Mark Thoma offers a nice extension of Krugman's model, showing how monetary policy, by affecting interest rates, would be expected to affect storage.

Yves Smith offers very pointed commentary on futures markets, speculation, and inventory (here and here).

If policymakers want to "do something" about commodity speculation, they should really start investigating passivity on the short side of the market rather than enthusiasm on the long. Given what's before them, I hope they ignore Michael Masters (ugh!) and Thomas Palley (whom I often like, but yuk), and go with Dean Baker's suggestion of a Tobin Tax (ht Mark Thoma).

Steve Randy Waldman — Wednesday June 25, 2008 at 6:25am [ 52 comments | 0 Trackbacks ] permalink

In response to a (somewhat ridiculous) proposal that we "sue OPEC" over high oil prices, Mark Thoma writes:

[I]t's unlikely that [monopoly power] is the factor behind the run-up in prices. Monopoly power explains the level of prices, i.e. why price is $8 rather than $5, but it doesn't explain the change in prices, i.e. why the price would change from $8 to $12. There are ways to tell this story, e.g. a war or some other event giving a cartel the cover it needs to raise prices and blame it on external factors, but I don't think that's what's going on in oil markets today, at least I don't think this is a significant factor behind the oil price increases.

I think there may have been a change over the last few years in the market power of oil producers, for structural reasons. Traditionally, OPEC has suffered from the usual problem that makes large cartels unwieldy: Under agreements to restrain production, members individually have an incentive to cheat and sell larger-than-agreed upon quantities at still artificially high prices. But that assumes that the production quotas are significantly beneath the capacity of most members to produce. More subtly, it also assumes that each country gains by producing more rather than less oil, if cartel prices are maintained. Both of those assumptions may no longer hold.

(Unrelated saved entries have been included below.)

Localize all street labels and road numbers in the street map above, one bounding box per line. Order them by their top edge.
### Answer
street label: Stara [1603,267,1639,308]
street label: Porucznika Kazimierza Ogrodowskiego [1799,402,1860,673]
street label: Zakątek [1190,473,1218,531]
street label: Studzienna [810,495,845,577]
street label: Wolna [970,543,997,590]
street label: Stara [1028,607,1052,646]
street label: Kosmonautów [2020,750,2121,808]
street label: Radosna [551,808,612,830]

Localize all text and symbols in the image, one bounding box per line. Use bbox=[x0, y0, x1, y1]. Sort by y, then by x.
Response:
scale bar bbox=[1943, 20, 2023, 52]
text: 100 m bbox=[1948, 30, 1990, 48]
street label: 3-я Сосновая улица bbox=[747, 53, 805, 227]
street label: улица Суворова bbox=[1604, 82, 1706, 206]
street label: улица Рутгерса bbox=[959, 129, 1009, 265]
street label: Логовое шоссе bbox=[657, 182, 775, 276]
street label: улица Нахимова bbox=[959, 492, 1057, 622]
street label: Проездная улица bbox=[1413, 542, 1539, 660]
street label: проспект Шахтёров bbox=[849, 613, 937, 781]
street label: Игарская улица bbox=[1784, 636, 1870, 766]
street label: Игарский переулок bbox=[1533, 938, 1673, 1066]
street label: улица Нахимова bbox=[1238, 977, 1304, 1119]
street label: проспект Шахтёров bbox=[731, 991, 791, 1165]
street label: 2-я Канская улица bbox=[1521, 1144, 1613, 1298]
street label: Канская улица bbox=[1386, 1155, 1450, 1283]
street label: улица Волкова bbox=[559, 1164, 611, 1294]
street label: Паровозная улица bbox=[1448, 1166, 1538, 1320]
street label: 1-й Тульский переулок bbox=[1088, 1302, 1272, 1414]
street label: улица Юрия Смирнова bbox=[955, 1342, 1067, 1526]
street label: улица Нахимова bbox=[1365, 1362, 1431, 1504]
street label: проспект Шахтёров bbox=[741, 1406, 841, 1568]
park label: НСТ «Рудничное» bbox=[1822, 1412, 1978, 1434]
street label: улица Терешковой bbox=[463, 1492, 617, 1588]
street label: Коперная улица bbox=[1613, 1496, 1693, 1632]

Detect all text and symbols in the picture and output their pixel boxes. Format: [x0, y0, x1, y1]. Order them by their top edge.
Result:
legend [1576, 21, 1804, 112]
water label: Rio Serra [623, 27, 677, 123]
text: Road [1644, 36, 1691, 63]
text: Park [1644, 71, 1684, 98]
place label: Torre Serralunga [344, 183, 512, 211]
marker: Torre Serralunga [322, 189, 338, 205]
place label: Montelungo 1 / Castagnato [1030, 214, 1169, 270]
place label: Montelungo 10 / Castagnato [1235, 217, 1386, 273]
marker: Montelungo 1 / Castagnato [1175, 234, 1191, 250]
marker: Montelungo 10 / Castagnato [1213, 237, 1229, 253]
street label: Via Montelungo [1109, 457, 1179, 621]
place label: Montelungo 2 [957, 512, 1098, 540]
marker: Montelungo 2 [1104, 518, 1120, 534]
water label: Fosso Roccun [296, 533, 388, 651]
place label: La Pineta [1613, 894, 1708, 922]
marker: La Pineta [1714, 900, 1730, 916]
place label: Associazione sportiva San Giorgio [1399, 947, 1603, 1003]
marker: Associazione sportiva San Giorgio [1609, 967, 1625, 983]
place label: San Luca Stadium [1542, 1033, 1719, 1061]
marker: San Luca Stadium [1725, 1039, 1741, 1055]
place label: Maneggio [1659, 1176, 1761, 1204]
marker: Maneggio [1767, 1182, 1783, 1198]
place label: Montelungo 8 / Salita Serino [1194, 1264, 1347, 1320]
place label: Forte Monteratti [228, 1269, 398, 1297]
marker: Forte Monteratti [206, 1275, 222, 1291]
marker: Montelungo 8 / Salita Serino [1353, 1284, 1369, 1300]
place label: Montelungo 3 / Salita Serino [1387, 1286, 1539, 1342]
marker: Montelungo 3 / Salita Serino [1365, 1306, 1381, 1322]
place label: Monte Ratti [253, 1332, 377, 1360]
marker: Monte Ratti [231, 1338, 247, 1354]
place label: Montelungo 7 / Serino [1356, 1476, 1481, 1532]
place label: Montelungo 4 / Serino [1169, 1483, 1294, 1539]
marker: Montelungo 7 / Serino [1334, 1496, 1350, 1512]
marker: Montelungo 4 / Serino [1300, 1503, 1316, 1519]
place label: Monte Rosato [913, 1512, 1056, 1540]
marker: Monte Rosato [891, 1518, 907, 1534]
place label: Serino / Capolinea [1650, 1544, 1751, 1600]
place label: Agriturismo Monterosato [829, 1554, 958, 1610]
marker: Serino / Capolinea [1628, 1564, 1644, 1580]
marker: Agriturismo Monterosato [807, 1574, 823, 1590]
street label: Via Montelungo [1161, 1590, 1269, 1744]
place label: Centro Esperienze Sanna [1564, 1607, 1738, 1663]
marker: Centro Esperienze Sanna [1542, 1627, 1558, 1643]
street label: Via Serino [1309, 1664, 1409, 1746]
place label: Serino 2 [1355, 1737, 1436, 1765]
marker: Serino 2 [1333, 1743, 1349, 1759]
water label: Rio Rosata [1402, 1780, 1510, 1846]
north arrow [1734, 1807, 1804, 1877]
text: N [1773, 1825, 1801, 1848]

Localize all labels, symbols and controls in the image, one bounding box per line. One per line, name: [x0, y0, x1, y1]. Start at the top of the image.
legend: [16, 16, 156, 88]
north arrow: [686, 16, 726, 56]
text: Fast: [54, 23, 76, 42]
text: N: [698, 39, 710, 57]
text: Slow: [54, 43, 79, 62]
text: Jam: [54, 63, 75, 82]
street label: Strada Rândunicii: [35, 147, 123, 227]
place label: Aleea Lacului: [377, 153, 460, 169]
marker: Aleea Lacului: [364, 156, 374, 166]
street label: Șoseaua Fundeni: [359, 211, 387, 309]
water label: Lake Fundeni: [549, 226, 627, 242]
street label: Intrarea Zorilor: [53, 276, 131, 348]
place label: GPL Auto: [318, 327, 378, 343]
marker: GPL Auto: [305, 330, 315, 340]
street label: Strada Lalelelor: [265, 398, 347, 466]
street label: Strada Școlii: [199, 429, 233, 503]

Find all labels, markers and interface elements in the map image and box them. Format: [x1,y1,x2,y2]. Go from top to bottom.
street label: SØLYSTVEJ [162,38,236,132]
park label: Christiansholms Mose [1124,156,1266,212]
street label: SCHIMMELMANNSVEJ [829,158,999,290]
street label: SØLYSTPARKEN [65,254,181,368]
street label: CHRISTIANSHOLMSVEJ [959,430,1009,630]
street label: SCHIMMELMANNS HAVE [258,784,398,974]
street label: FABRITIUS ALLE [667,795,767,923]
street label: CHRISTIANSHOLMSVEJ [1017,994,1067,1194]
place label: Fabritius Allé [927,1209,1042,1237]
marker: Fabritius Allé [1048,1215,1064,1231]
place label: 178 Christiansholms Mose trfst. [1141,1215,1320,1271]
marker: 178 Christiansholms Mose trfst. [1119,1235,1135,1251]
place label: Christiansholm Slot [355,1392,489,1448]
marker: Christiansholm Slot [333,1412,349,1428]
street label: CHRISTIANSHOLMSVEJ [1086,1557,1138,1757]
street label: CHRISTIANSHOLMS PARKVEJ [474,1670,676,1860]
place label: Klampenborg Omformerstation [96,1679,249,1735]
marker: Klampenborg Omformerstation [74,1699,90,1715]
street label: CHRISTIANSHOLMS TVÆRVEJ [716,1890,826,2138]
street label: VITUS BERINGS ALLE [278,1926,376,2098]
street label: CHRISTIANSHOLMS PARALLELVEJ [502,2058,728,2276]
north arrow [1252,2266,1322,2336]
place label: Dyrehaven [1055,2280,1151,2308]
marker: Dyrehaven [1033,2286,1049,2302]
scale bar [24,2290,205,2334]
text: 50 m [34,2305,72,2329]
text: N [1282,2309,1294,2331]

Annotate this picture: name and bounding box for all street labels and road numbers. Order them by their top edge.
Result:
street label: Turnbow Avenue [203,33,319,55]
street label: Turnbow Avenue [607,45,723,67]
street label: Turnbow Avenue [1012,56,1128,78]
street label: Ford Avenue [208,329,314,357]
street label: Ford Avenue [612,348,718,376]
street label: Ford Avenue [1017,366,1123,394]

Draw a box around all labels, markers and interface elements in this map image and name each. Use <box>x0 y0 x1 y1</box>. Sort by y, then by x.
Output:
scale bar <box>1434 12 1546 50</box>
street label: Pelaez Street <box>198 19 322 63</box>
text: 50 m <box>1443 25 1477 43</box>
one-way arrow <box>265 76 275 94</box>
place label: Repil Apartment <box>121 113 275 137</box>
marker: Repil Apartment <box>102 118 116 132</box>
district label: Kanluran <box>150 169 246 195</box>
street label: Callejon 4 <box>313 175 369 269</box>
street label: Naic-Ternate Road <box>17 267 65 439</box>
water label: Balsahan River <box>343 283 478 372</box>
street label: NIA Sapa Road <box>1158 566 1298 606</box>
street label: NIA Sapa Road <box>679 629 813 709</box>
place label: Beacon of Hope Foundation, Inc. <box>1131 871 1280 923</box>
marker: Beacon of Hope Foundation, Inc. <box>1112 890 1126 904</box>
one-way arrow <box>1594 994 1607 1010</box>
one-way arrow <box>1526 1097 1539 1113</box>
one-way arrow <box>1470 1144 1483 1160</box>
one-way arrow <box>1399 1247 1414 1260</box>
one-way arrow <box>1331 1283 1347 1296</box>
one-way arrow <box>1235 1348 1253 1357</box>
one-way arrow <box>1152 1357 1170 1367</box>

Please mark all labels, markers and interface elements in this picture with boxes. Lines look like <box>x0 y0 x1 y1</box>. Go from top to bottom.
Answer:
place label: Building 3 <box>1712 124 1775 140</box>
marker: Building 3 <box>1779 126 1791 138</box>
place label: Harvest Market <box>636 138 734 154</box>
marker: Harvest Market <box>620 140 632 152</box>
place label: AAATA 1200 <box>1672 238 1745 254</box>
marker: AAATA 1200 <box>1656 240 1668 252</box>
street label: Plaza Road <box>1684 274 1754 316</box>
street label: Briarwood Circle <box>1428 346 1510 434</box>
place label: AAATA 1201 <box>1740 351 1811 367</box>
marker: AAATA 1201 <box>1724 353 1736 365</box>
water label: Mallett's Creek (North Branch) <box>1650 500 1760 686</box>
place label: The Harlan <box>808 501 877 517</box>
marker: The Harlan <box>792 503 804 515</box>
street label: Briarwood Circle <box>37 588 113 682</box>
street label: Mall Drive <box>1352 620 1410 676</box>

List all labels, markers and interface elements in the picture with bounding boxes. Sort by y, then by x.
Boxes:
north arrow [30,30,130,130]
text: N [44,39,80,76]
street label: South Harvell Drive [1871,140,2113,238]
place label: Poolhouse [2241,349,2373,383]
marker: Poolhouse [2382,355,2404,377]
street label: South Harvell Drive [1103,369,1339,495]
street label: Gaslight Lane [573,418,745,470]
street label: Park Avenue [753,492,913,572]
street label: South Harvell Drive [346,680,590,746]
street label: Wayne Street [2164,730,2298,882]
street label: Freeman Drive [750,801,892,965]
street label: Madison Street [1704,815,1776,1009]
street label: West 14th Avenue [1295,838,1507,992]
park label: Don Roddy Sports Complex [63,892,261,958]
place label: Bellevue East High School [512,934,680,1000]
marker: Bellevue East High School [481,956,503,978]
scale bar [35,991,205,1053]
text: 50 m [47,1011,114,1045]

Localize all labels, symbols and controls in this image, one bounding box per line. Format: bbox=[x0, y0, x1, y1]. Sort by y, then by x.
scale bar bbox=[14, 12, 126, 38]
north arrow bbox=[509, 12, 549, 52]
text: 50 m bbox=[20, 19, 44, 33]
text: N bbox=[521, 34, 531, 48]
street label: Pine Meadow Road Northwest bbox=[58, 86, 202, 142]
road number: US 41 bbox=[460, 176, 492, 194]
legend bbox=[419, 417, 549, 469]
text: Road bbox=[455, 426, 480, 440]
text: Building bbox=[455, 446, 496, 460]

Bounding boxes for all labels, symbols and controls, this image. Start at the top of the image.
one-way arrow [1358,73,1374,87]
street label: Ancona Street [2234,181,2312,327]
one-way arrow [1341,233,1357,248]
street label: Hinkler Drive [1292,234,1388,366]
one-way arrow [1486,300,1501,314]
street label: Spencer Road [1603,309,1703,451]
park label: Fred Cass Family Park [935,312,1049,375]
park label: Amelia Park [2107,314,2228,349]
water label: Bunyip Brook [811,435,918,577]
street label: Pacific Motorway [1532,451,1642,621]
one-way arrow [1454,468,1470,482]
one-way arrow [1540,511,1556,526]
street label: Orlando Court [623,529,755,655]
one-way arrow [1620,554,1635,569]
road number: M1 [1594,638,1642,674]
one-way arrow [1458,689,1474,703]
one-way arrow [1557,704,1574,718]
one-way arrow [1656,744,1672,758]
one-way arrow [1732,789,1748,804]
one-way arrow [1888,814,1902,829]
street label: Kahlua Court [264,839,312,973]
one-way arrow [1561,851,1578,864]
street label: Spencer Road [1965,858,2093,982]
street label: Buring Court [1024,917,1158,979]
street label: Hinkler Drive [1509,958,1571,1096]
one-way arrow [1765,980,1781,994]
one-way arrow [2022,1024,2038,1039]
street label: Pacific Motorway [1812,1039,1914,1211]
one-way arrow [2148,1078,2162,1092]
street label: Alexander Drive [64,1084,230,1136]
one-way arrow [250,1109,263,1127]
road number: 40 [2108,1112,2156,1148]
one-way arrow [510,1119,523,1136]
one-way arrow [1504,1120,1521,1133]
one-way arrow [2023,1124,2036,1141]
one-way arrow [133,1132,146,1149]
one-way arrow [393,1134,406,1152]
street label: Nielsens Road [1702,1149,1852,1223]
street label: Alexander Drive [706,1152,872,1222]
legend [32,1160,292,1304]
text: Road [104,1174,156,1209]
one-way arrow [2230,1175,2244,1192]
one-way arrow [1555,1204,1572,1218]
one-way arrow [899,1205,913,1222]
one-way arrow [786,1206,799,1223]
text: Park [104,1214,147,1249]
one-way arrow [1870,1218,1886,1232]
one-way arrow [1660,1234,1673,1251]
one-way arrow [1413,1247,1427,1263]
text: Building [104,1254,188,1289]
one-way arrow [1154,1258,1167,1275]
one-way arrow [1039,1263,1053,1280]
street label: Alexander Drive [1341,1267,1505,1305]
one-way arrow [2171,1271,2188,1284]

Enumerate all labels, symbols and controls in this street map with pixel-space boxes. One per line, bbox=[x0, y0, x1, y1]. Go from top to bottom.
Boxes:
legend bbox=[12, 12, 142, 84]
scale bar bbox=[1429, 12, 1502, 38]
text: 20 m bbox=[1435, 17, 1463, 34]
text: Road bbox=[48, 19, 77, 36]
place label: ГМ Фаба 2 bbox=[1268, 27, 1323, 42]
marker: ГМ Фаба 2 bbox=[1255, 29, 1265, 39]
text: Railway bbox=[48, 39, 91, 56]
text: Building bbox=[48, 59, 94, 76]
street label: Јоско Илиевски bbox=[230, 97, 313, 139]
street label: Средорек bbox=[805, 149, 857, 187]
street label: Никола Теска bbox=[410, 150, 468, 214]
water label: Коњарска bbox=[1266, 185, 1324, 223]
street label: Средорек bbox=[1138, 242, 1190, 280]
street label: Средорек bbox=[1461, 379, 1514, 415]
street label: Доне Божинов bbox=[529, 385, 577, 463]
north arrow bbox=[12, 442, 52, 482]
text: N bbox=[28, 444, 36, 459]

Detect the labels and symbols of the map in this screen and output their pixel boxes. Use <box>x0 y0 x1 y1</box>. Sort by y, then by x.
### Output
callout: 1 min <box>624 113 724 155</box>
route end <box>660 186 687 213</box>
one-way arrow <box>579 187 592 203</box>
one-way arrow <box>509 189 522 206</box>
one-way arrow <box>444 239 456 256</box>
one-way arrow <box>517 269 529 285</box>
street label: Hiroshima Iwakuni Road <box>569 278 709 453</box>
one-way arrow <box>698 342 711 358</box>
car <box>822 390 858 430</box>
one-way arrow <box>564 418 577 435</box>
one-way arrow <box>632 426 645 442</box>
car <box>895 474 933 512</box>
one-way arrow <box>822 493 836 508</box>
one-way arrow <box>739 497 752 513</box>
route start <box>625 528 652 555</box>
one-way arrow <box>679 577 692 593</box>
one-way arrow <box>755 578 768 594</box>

As the global oil market has grown, demand may have outpaced individual countries' capacity to supply, either because investment in new projects has not kept pace, or because nations have hit domestic "peak oil". (See Indonesia for an extreme example.) Other countries may desperately need money in order to fund current spending, so it is widely known they will produce as much as they can, regardless of quotas. Ironically, as long as the total capacity of sure-fire cheaters and constrained suppliers is well below global demand at the cartel's target price, the certainty of their output may enhance the ability of discretionary producers to control the quantity produced.

It'd always be easier for a cartel of five or six producers to exercise market power than a cartel of, say, thirteen. But that's especially true when cartel members have little incentive to cheat. Normally, we think of governments as spendthrifts, always eager to spend an extra dime unless constrained by tax revenues or debt markets. That's obviously a mischaracterization of today's most important oil producers, whose governments spend far less than the oil revenue they receive. For Saudi Arabia, selling a barrel more of oil is a portfolio choice: revenue from the marginal barrel will be saved, not spent, so the question becomes whether it is wise to shift some of the Kingdom's current allocation out of oil and into some asset that can be purchased with currency. For countries that have very little non-oil savings, mere diversification would encourage oil sales. It is unwise to have all ones eggs in one basket, and oil producers remember all too well that world prices can go down as well as up. They'd want to store their national wealth in an "efficient portfolio", one that maximizes their return on risk by including a variety of investments.

But as oil producing nations have accumulated vast reserves of financial assets, switching from oil-in-the ground to stocks, bonds, or bank accounts is no longer so sure a bet. Real interest rates on "safe" dollar assets are currently negative, both in US and home country terms, and the outlook for safe euro assets is uncertain at best. Central banks and sovereign wealth funds of oil-producing nations already hold hundreds of billions of dollars worth of Western financial assets. They might already have reached or exceeded what they view as an optimal allocation of their national wealth into these securities. Of course, producers are still not well diversified, and it's pretty clear that sovereign wealth funds are looking for alternative assets that might hedge their exposure both to oil and Western paper. But allocating into less liquid, unfamiliar categories of assets is slow work if you want to do it well. Perhaps current oil revenues outstrip oil producers' capacity to find good investment opportunities, and they view oil-in-the-ground as a better second-best asset than dollars in the bank.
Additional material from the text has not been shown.